> [Data records]:
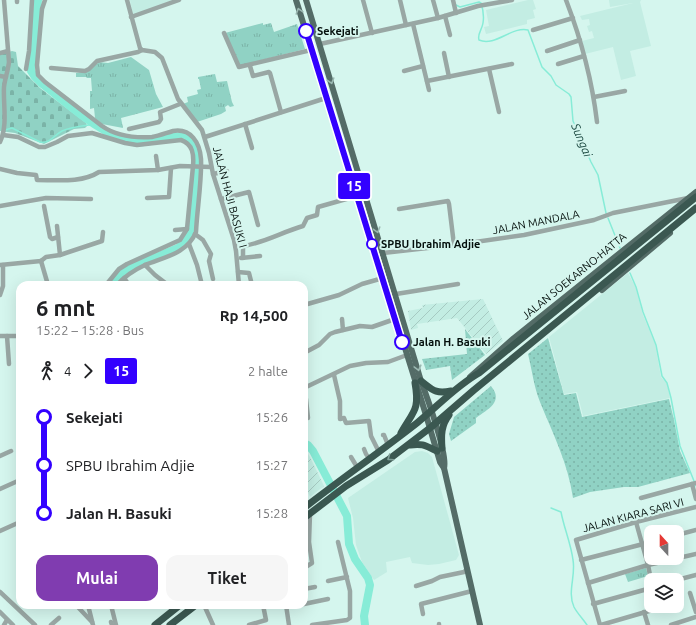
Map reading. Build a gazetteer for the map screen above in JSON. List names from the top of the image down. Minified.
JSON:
{"streets":{"highway":["JALAN SOEKARNO-HATTA"],"street":["JALAN HAJI BASUKI I","JALAN MANDALA","JALAN KIARA SARI VI"]},"crossings":[["JALAN MANDALA","JALAN SOEKARNO-HATTA"]],"water":["Sungai"],"places":["Sekejati","SPBU Ibrahim Adjie","Jalan H. Basuki"],"lines":["bus line 15"],"north":"top","page":{"on_map":"15","heading":["6 mnt","15:22 – 15:28 · Bus","Rp 14,500"],"legs":["4","15","2 halte"],"list":[{"name":"Sekejati","value":"15:26"},{"name":"SPBU Ibrahim Adjie","value":"15:27"},{"name":"Jalan H. Basuki","value":"15:28"}],"buttons":["Mulai","Tiket"]}}
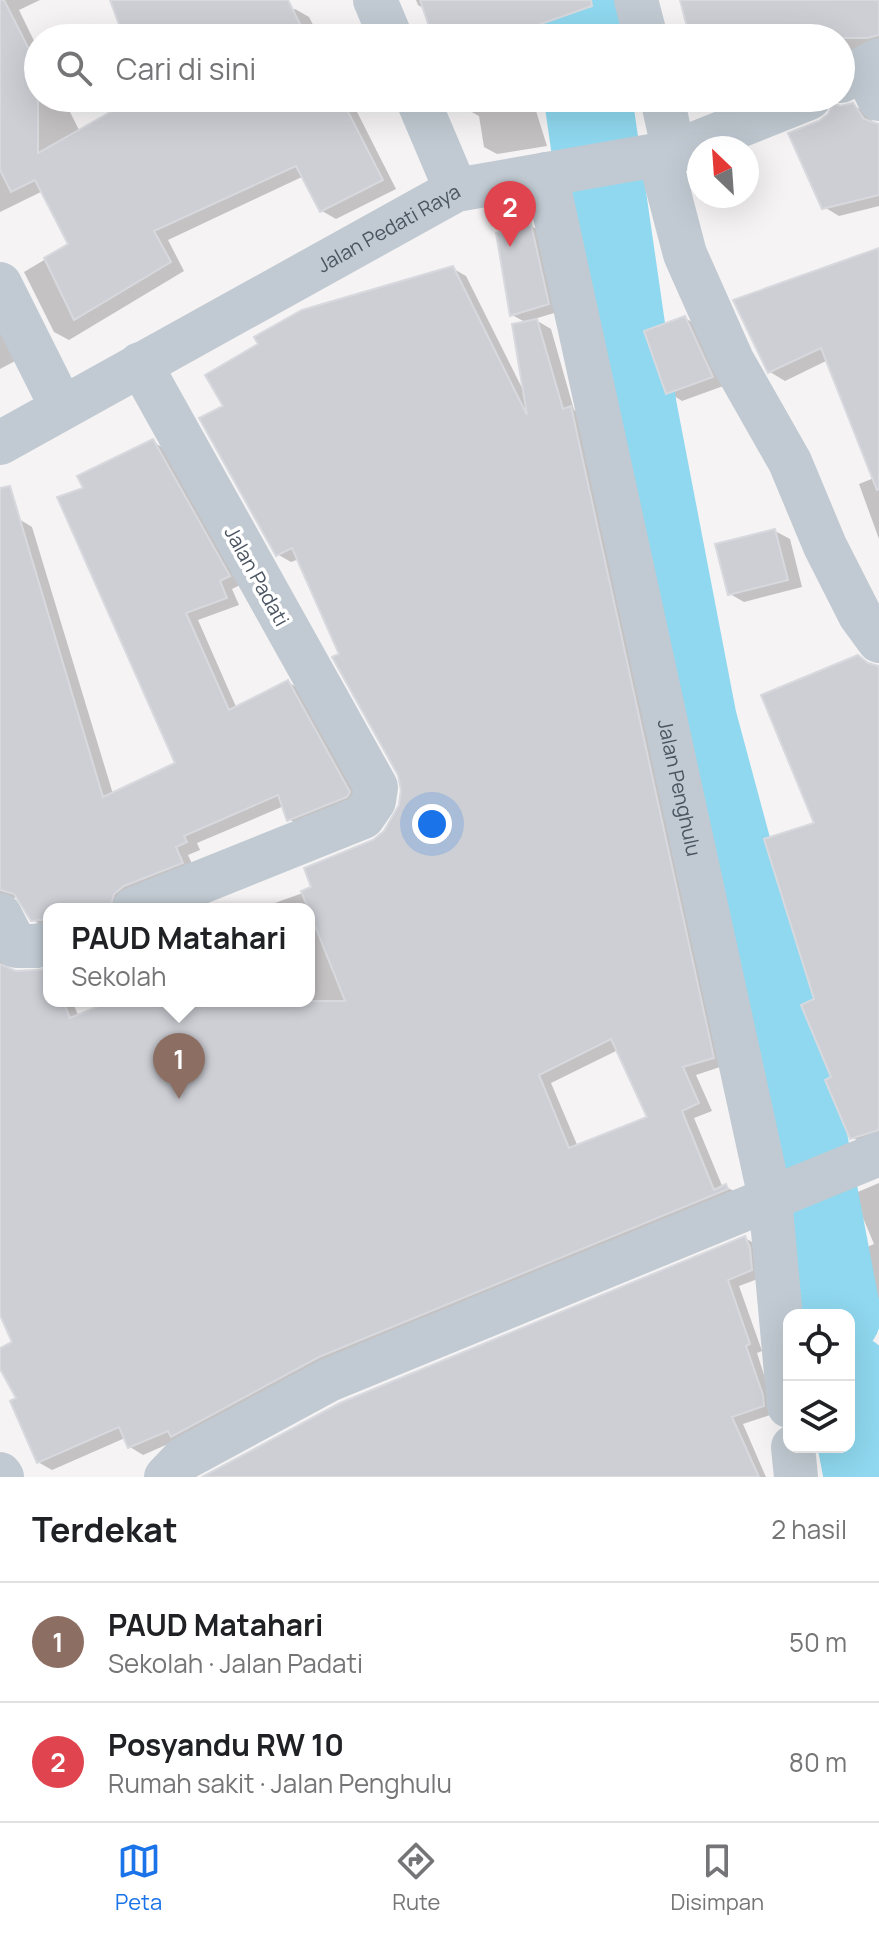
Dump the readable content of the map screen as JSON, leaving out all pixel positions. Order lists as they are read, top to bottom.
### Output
{
  "streets": {
    "street": ["Jalan Pedati Raya", "Jalan Padati", "Jalan Penghulu"]
  },
  "crossings": [
    ["Jalan Pedati Raya", "Jalan Padati"],
    ["Jalan Pedati Raya", "Jalan Penghulu"]
  ],
  "north": "top left",
  "page": {
    "search": "Cari di sini",
    "pins": ["2", "1"],
    "popup": ["PAUD Matahari", "Sekolah"],
    "heading": ["Terdekat", "2 hasil"],
    "list": [
      {
        "mark": "1",
        "name": "PAUD Matahari",
        "note": "Sekolah · Jalan Padati",
        "value": "50 m"
      },
      {
        "mark": "2",
        "name": "Posyandu RW 10",
        "note": "Rumah sakit · Jalan Penghulu",
        "value": "80 m"
      }
    ],
    "nav": ["Peta", "Rute", "Disimpan"]
  }
}
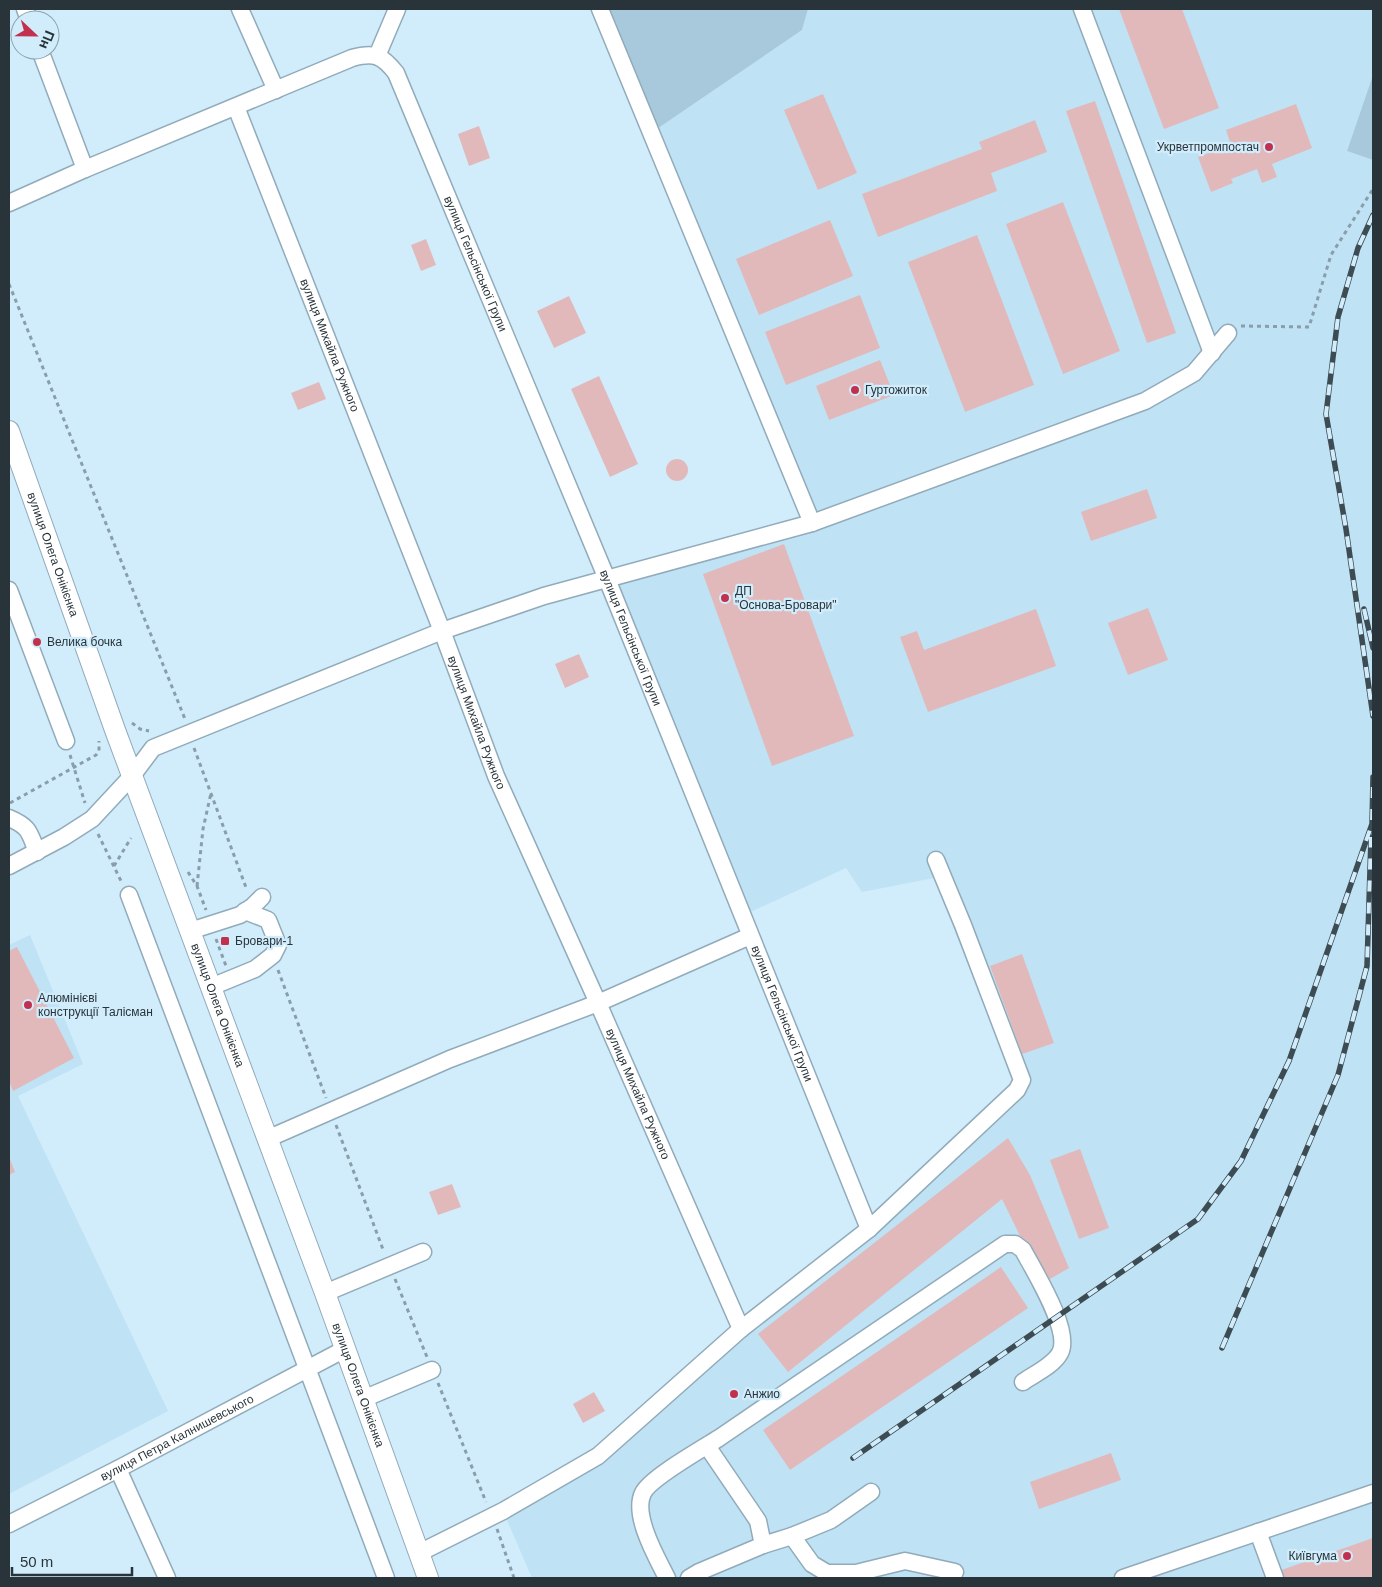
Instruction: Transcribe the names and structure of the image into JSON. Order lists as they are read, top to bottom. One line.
{"streets":{"main road":["вулиця Олега Онікієнка"],"street":["вулиця Гельсінської Групи","вулиця Михайла Ружного","вулиця Петра Калнишевського"]},"crossings":[["вулиця Олега Онікієнка","вулиця Петра Калнишевського"]],"places":{"other":["Укрветпромпостач","Гуртожиток","ДП \"Основа-Бровари\"","Велика бочка","Алюмінієві конструкції Талісман","Анжио","Київгума"],"transit":["Бровари-1"]},"scale_bar":"50 m","north":"right"}
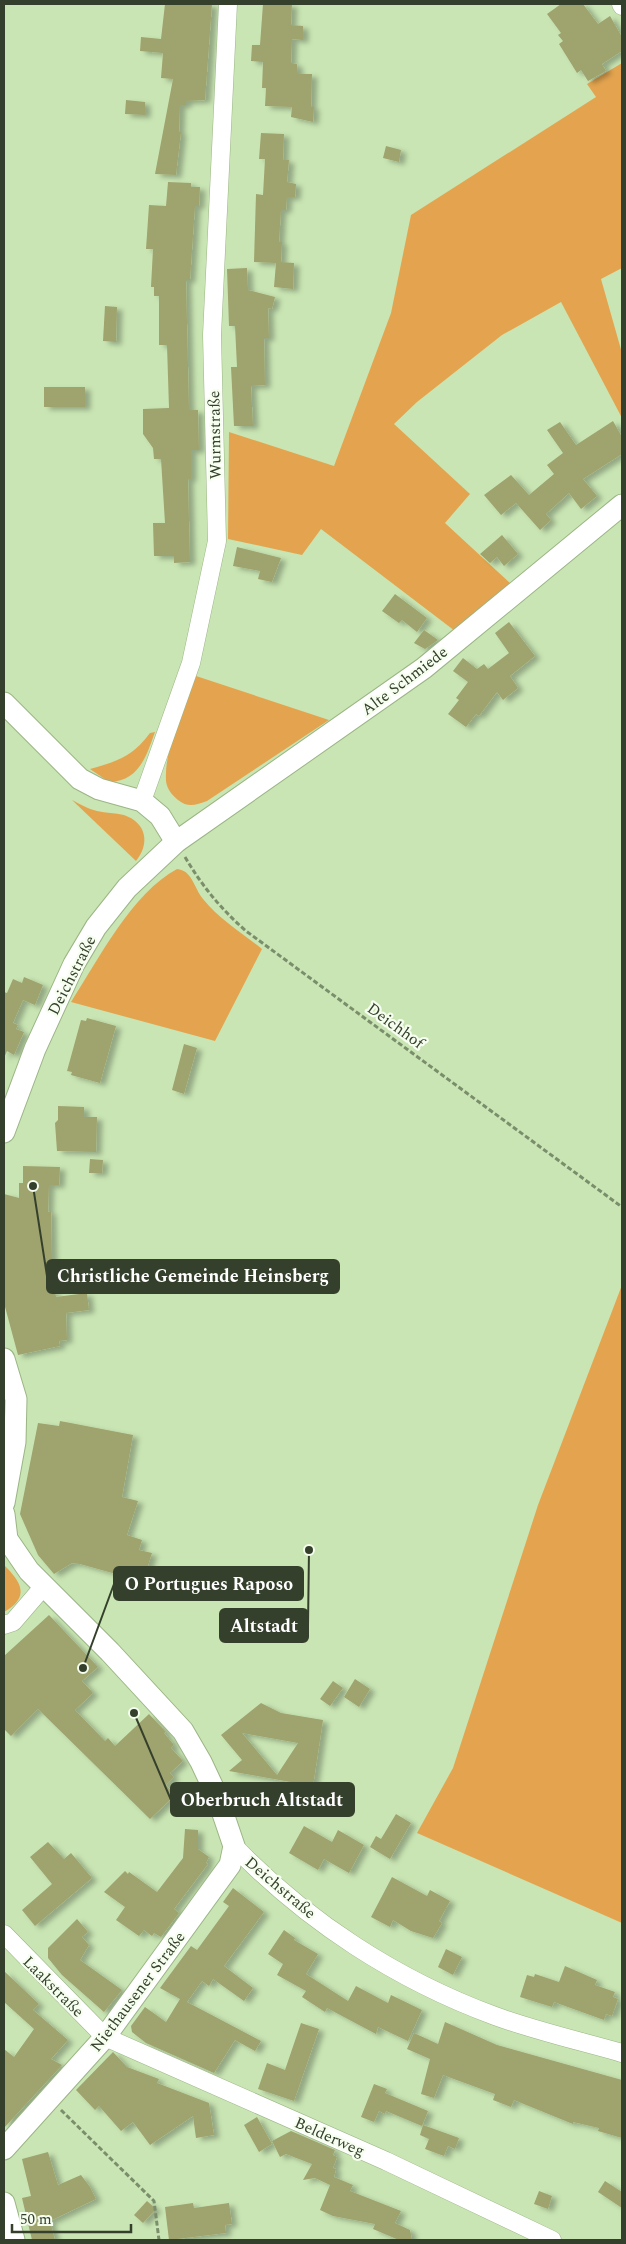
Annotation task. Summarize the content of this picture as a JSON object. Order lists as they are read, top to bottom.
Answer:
{
  "streets": {
    "street": [
      "Wurmstraße",
      "Alte Schmiede",
      "Deichstraße",
      "Laakstraße",
      "Niethausener Straße",
      "Belderweg"
    ],
    "path": ["Deichhof"]
  },
  "crossings": [
    ["Alte Schmiede", "Deichstraße"],
    ["Alte Schmiede", "Deichhof"],
    ["Deichstraße", "Deichhof"],
    ["Deichstraße", "Niethausener Straße"],
    ["Laakstraße", "Niethausener Straße"],
    ["Laakstraße", "Belderweg"],
    ["Niethausener Straße", "Belderweg"]
  ],
  "places": [
    "Christliche Gemeinde Heinsberg",
    "Altstadt",
    "O Portugues Raposo",
    "Oberbruch Altstadt"
  ],
  "scale_bar": "50 m"
}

> [Problem statement]:
Look through the entries and return every line where "screen" appears.

> [Written response]:
Map reading. Build a gazetteer for the map screen above in JSON. List names from the top of the image down. Minified.
Dump the readable content of the map screen as JSON, leaving out all pixel positions. Order lists as they are read, top to bottom.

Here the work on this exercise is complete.